*EXERCISE INSTRUCTIONS*.
Among the records below, which lines contain the string "fabs"? Report them.

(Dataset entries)
-.-.-
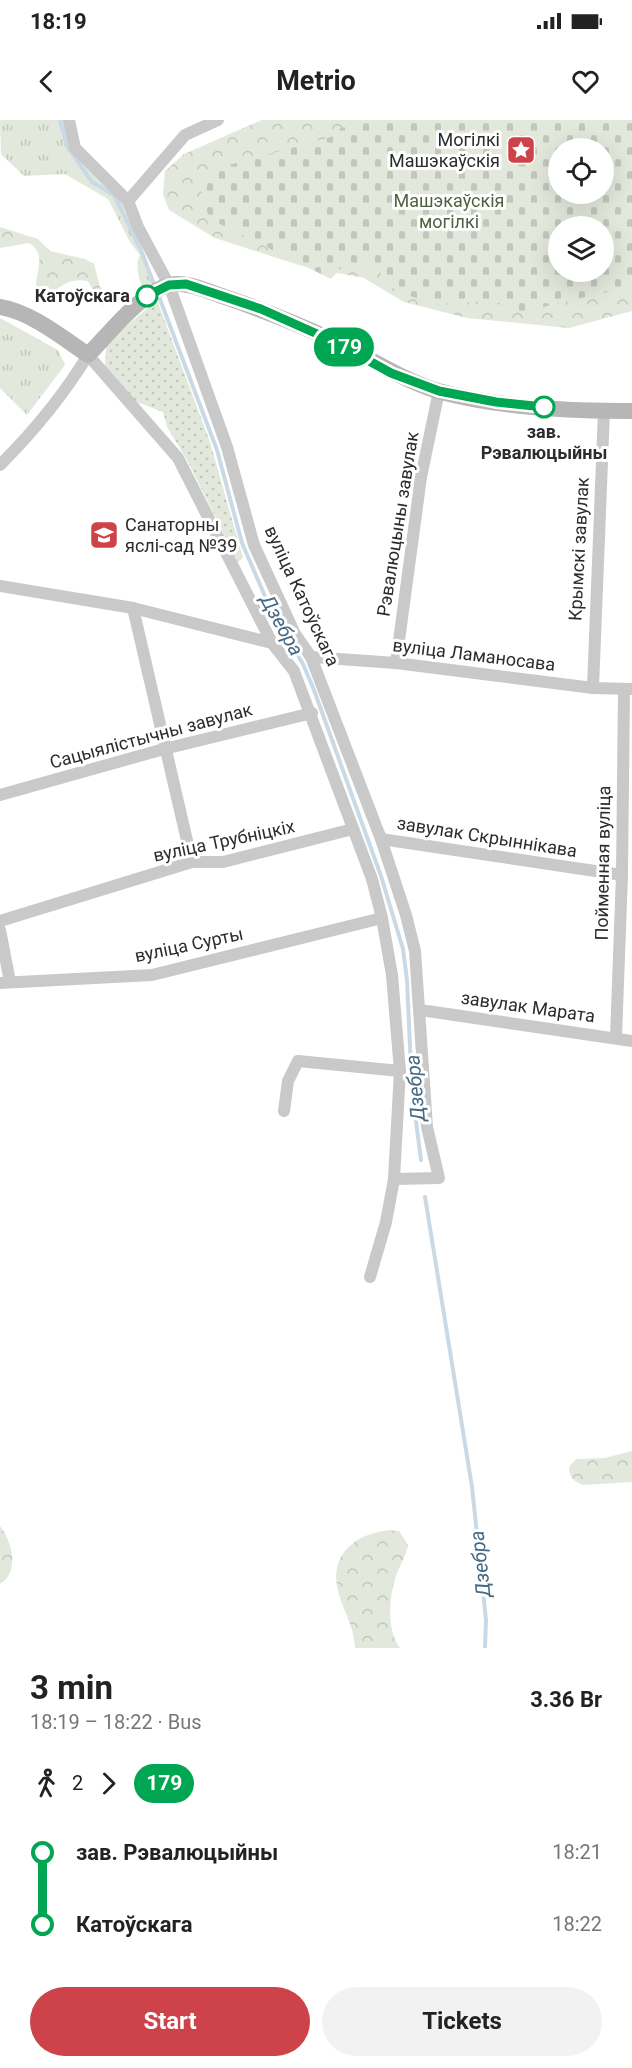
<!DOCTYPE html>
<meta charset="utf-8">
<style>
body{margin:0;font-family:Roboto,sans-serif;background:#f2f2f2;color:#222;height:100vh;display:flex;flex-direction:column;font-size:22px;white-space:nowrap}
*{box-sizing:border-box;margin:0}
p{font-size:20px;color:#767676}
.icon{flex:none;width:33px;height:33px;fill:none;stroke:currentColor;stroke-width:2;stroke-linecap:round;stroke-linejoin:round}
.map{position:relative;height:1528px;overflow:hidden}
.sheet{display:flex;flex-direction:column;background:#fff;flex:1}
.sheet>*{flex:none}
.badge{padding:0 12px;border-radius:20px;font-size:21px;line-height:39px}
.fabs{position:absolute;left:548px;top:18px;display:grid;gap:12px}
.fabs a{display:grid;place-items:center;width:66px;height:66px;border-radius:50%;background:#fff;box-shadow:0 6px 24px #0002;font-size:30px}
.map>.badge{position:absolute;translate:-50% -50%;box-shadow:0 0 0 3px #fff}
.legs{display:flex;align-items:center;gap:9px;height:66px;padding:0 30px;font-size:20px}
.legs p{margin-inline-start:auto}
.headline{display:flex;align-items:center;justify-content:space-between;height:102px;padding:0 30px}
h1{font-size:33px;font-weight:700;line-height:45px}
.cta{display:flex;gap:12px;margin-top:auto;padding:12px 30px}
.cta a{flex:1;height:69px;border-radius:36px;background:#ce434a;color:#fff;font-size:24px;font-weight:700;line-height:69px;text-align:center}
.cta a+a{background:#f2f2f2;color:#222}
ul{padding:0 30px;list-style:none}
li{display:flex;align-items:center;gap:21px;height:72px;font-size:22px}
li i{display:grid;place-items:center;width:9px;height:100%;margin:0 8px;background:currentColor}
li i::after{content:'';width:15px;height:15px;margin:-8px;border:4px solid;border-radius:50%;background:#fff}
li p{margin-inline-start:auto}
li:first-child i{background:linear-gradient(#0000 50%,currentColor 0)}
li:last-child i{background:linear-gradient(currentColor 50%,#0000 0)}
.status{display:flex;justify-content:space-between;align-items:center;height:42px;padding:0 30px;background:#fff;direction:ltr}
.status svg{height:16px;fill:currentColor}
header{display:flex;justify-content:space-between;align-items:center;height:78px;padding:0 30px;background:#fff;font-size:27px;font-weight:700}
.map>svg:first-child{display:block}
</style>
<div class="status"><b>18:19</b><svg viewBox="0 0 49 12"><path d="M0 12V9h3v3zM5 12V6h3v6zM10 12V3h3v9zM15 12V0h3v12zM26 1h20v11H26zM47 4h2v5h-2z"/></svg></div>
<header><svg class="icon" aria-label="back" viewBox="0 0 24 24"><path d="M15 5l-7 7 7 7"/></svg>Metrio<svg class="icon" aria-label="heart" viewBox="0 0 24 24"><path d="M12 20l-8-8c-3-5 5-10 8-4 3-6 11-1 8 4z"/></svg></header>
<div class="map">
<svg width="632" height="1528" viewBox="0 0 632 1528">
<defs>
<pattern id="grass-dots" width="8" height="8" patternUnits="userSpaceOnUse" patternTransform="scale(1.5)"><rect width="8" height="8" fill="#e2e8db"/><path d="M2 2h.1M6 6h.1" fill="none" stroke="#c2c7bc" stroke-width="1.8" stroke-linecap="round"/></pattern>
<pattern id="forest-crowns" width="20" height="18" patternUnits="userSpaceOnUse" patternTransform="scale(1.5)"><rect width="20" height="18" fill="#e2e8db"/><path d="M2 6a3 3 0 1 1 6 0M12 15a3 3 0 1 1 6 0" fill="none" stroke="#c2c7bc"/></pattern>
<pattern id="cemetery-stones" width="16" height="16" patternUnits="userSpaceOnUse" patternTransform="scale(1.5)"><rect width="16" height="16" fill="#e2e8db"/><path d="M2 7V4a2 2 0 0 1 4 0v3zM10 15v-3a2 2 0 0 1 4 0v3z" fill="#c2c7bc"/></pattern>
<pattern id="park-tufts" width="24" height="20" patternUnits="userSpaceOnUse" patternTransform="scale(1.5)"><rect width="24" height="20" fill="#e2e8db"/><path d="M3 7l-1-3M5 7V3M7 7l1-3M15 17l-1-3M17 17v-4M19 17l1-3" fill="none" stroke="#c2c7bc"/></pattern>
</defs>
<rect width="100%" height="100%" fill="#fff"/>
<path fill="url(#grass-dots)" d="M157,180l53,142 33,116 -5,4 -51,-102 -20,-33 -4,-15 -31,-12 -27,-34 1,-18 4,-8z"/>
<g fill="url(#forest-crowns)" fill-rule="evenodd">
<path d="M262,0h370v191l-63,17 -102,-10 -63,-16 -40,-24 -62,-12 -87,-28 -46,-28 -6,-16 2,-23 19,-17zM558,28h45v46h-45zM558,106h45v46h-45z"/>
<path d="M0,107l38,12 12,12 35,8 9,5 6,23 10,13 -7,6 -8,-3 -1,-11 -6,-11c-25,-4 -26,10 -45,14l-7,-10c1,-17 10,-31 -7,-42l-29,5z"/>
<path d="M632,1331v31l-49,3c-9,-3 -14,-8 -14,-18l7,-8 29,-1z"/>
<path d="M0,1406c12,15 20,46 0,58z"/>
<path d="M390,1410l9,1 9,14c-2,11 -8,20 -12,31 -7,21 -10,53 4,72h-45c-1,-24 -14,-40 -18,-62 -6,-36 23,-53 53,-56z"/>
</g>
<path fill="url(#cemetery-stones)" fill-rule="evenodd" d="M382,0h250v166l-110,26 -31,-11 -55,3 -39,-12 -19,-22 -30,-9 -17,18 -119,-59c-8,-12 -12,-24 -10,-39l13,-12 116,-32 10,-9zM558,28h45v46h-45zM558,106h45v46h-45z"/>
<g fill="url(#park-tufts)">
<path d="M0,0h63l7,24 55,57 30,81 -11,6c-7,-8 -8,-24 -4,-33l-10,-13 -22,-43 -43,-25 -41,2 -23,-22z"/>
<path d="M0,198l58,32 7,15 -38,50 -27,-27z"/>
</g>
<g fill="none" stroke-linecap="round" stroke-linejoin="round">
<g stroke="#c9dae6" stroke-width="4">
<path d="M60,0l7,26 25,36 22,13 26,53 15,39"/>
<path d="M158,174l59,156 25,93 32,74 29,47 11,26 67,186 22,73 4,31 5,111 9,69"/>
<path d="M425,1077l47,290 14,133 -1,28"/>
</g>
<g stroke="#c9c9c9" stroke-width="12">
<path d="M69,0l6,28 53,53 10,26 31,58 58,162 27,98 41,89 16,23 70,182 25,76 9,36 12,176 12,51 -45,1"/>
<path d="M128,81l57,-66 33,-15"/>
<path d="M0,345c34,-34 63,-69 88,-110l90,103 94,185 22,28 78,208 10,39 10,57 8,96 -6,108 -8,43 -16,55"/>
<path d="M0,466l133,22 139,35"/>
<path d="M133,488l59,254"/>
<path d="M311,537l85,6 197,25 39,1"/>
<path d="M396,543l25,-186 18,-86"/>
<path d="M593,568l11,-277"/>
<path d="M0,675l164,-46 148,-36"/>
<path d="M381,719l241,36"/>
<path d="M0,801l192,-59h31l130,-33"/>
<path d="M0,810l10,52"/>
<path d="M0,863l152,-8 230,-57"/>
<path d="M420,890l212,31"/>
<path d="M616,917l6,-162 2,-185"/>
<path d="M284,991l4,-30 10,-20 102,10"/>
</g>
<path stroke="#b6b6b6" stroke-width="16" d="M0,187c31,5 63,31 88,48 20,-20 54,-64 82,-70 17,-4 36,6 52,11 38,13 74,27 110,44 36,17 68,39 106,51 62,17 131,20 194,20"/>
</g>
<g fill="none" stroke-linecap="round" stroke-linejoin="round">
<g stroke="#fff" stroke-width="14">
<path id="line-1" d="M147,176l22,-11 17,-1 75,25 72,32 58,32 48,18 57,11 48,5"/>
</g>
<use href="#line-1" stroke="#00a651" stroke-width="9"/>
</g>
<defs>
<g id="sight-square" transform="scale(1.5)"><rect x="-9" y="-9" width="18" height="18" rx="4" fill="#ce434a" stroke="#fff"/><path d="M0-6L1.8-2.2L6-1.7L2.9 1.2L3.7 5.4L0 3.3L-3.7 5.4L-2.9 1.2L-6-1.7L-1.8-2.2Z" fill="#fff"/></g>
<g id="school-square" transform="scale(1.5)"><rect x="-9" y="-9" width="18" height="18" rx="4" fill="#ce434a" stroke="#fff"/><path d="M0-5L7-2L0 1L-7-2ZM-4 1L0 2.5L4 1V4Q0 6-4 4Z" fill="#fff"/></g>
</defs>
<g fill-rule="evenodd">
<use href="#sight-square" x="521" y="30"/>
<use href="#school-square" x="104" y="415"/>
</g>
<g fill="#fff" stroke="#00a651" stroke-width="3">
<circle cx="147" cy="176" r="10"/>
<circle cx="544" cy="287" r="10"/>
</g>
<g text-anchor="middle" stroke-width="6" stroke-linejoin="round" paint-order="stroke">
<g font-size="18" fill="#2c2c2c" stroke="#fff" text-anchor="end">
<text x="500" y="26">Могілкі<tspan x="500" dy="21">Машэкаўскія</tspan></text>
<text x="125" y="411" text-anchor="start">Санаторны<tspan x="125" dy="21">яслі-сад №39</tspan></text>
</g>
<g font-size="18" fill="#4f623f" stroke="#fff">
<text x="449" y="87">Машэкаўскія<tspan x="449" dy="21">могілкі</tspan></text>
</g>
<g font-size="18" font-weight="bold" fill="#2c2c2c" stroke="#fff" text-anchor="end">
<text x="130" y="182">Катоўскага</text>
<text x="544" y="318" text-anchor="middle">зав.<tspan x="544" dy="21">Рэвалюцыйны</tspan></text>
</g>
<g font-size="18" fill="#2c2c2c" stroke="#fff">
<text transform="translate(398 404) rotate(-81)" y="6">Рэвалюцыны завулак</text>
<text transform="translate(579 429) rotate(-87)" y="6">Крымскі завулак</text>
<text transform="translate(302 476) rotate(65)" y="6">вуліца Катоўскага</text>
<text transform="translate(474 535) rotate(7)" y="6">вуліца Ламаносава</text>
<text transform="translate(151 616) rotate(-15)" y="6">Сацыялістычны завулак</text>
<text transform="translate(487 717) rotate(9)" y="6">завулак Скрыннікава</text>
<text transform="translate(224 721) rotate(-12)" y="6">вуліца Трубніцкіх</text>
<text transform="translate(603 743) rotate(-89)" y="6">Пойменная вуліца</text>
<text transform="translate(189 825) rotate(-12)" y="6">вуліца Сурты</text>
<text transform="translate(528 887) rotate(8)" y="6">завулак Марата</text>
</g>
<g font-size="20" font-style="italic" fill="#456983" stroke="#fff">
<text transform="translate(282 505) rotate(61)" y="7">Дзебра</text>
<text transform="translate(415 968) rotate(-95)" y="7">Дзебра</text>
<text transform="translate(480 1444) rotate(-96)" y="7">Дзебра</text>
</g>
</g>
</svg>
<div class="fabs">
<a><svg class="icon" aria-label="locate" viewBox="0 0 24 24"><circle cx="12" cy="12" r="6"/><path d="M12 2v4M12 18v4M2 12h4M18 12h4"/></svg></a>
<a><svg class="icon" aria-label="layers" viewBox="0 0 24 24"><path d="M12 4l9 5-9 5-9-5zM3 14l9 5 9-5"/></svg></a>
</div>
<b class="badge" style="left:344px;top:227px;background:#00a651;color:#fff">179</b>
</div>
<section class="sheet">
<div class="headline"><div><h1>3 min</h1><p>18:19 – 18:22 · Bus</p></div><b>3.36 Br</b></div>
<div class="legs"><svg class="icon" aria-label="walk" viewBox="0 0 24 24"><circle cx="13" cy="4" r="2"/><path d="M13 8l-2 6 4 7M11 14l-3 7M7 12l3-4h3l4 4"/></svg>2<svg class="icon" aria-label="forward" viewBox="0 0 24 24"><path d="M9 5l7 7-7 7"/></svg><b class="badge" style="background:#00a651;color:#fff">179</b></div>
<ul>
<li><i style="color:#00a651"></i><b>зав. Рэвалюцыйны</b><p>18:21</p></li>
<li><i style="color:#00a651"></i><b>Катоўскага</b><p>18:22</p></li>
</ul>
<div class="cta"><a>Start</a><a>Tickets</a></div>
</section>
-.-.-
*RESULT FOR THIS EXERCISE*.
.fabs{position:absolute;left:548px;top:18px;display:grid;gap:12px}
.fabs a{display:grid;place-items:center;width:66px;height:66px;border-radius:50%;background:#fff;box-shadow:0 6px 24px #0002;font-size:30px}
<div class="fabs">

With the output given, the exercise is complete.